|Practitioner:||Dr Jacobus Petrus de la Porte|
|Charge Characteristics:||Failure to attend|
|Additional Orders:||Doctor denied application for name suppression: 9838cfindingssup|
A CAC charged that Dr de la Porte was guilty of professional misconduct in that at approximately 4.30am on 27 March 1993 at Hokitika he failed to respond appropriately to a request to assist his patient in a medical emergency.
On 25 March 1993 the patient, a pregnant woman, saw Dr de la Porte. She believed her waters had broken. She was full term at the time. Dr de la Porte referred the patient to Grey Hospital, Greymouth. The patient was sent home from hospital on Friday 26 March 1993. In the early hours of 27 March 1993, the patient suffered pain and bleeding. At about 4.00 am - 4.30 am the patient's partner went to Dr de la Porte's house. The door was answered either by Dr de la Porte or his wife. The patient's partner explained the situation and said he believed his wife was having the baby. The patientís partner was advised that Dr de la Porte was not on duty and the patient should be taken to hospital. A request to come to the patient's home was refused. On the patient's partner returning home he found the baby had delivered without assistance.
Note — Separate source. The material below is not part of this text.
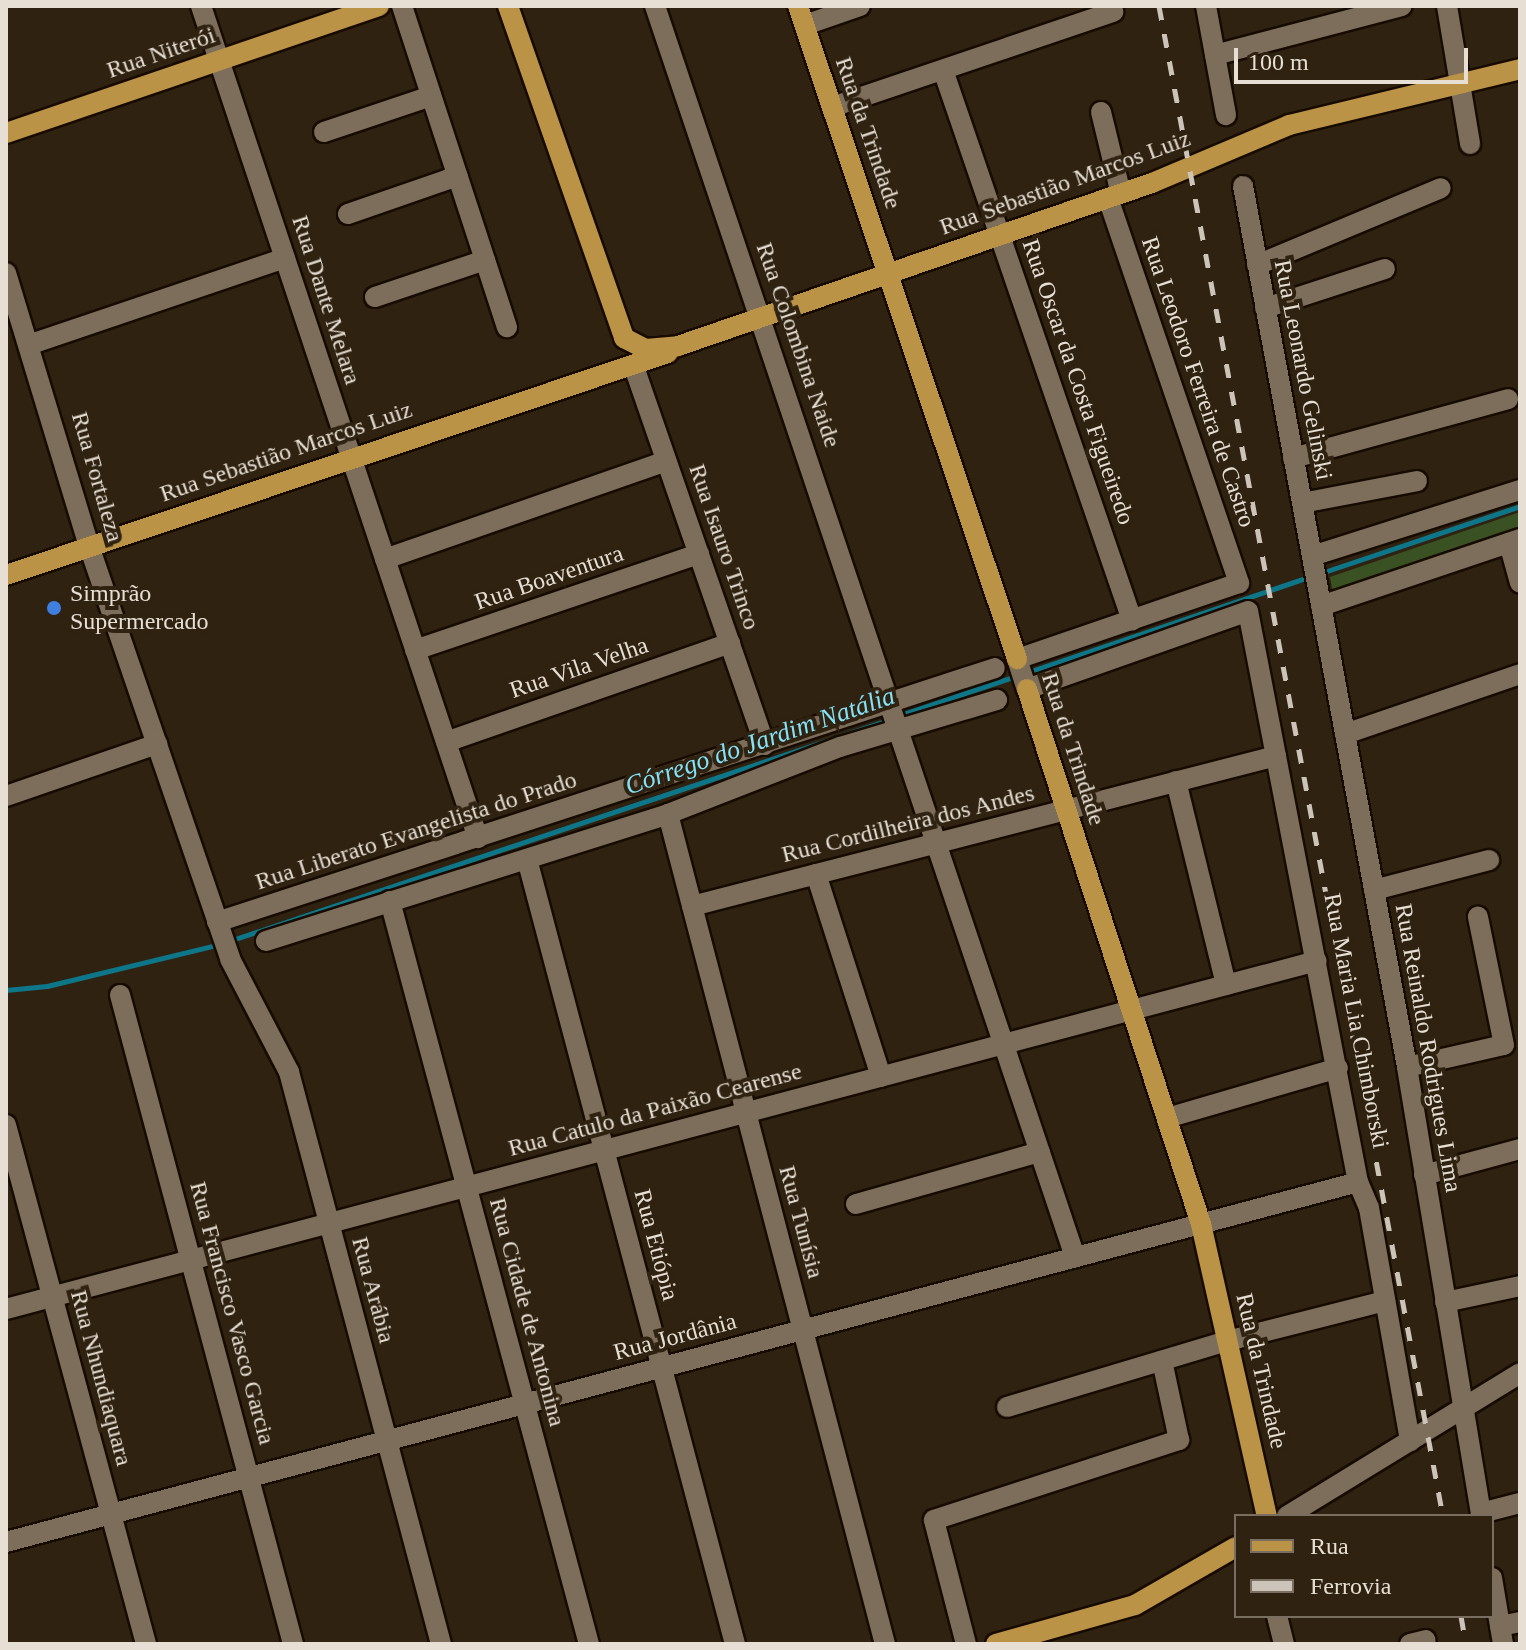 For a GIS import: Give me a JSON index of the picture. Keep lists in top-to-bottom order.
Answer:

He went to a neighbour's house where he contacted the duty doctor, who came to their house.
The Tribunal found Dr de la Porte was guilty of conduct unbecoming a medical practitioner and that conduct reflects adversely on his fitness to practise medicine.
The Tribunal was unable to make a finding on the issue of whether Dr de la Porte answered the door or his wife. However there was no dispute that the patient's partner called at the doctor's residence and that he conveyed to whoever answered the door his partner's predicament with respect to the imminence of the baby's birth. That information was imparted to Dr de la Porte immediately either in person or by his wife. Dr de la Porte accepted that the decision not to attend the patient was ultimately his responsibility alone.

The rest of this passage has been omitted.